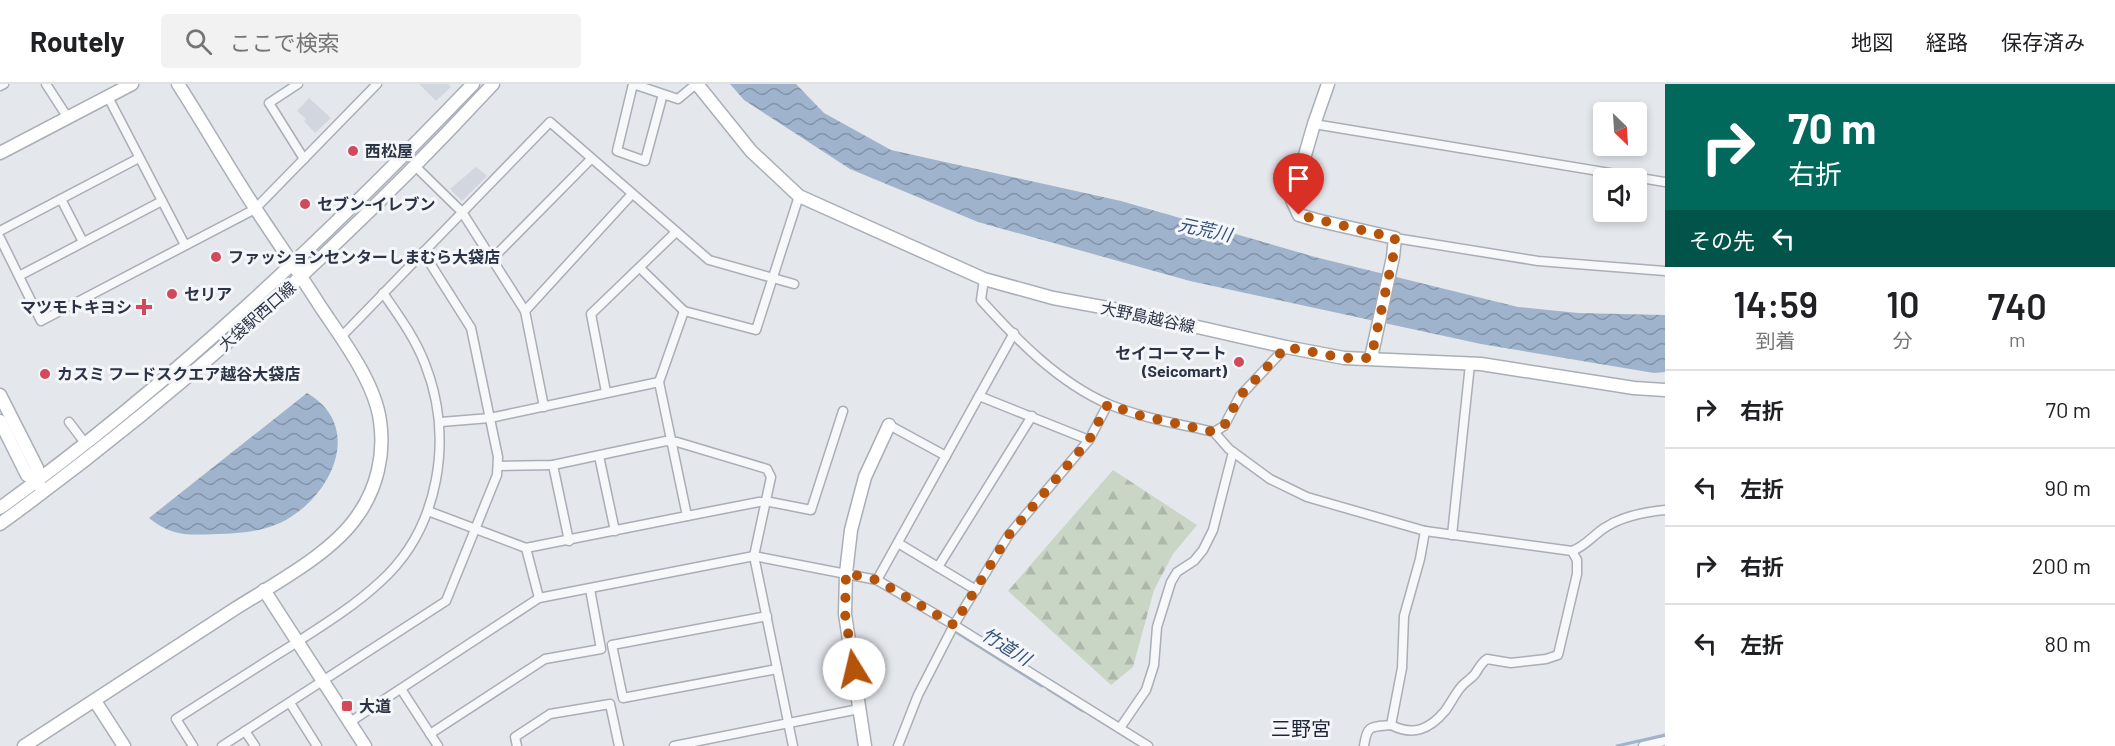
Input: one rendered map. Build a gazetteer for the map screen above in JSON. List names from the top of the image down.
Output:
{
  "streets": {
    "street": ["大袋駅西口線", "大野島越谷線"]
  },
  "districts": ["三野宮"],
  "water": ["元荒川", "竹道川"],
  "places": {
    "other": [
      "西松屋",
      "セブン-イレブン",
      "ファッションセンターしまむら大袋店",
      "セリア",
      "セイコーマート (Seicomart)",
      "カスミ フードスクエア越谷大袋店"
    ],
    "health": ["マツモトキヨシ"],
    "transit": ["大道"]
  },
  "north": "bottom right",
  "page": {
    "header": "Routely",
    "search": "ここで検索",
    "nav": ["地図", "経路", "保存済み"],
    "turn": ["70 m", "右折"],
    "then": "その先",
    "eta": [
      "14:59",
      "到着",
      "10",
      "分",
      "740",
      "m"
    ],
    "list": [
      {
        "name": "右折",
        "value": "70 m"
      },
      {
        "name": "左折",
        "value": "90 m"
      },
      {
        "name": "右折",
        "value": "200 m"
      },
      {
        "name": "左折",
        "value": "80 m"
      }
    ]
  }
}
=-=-=
▸ Task details
When a line in the material above includes "value", report that line by copying it.

▸ Solution for this task
        "value": "70 m"
        "value": "90 m"
        "value": "200 m"
        "value": "80 m"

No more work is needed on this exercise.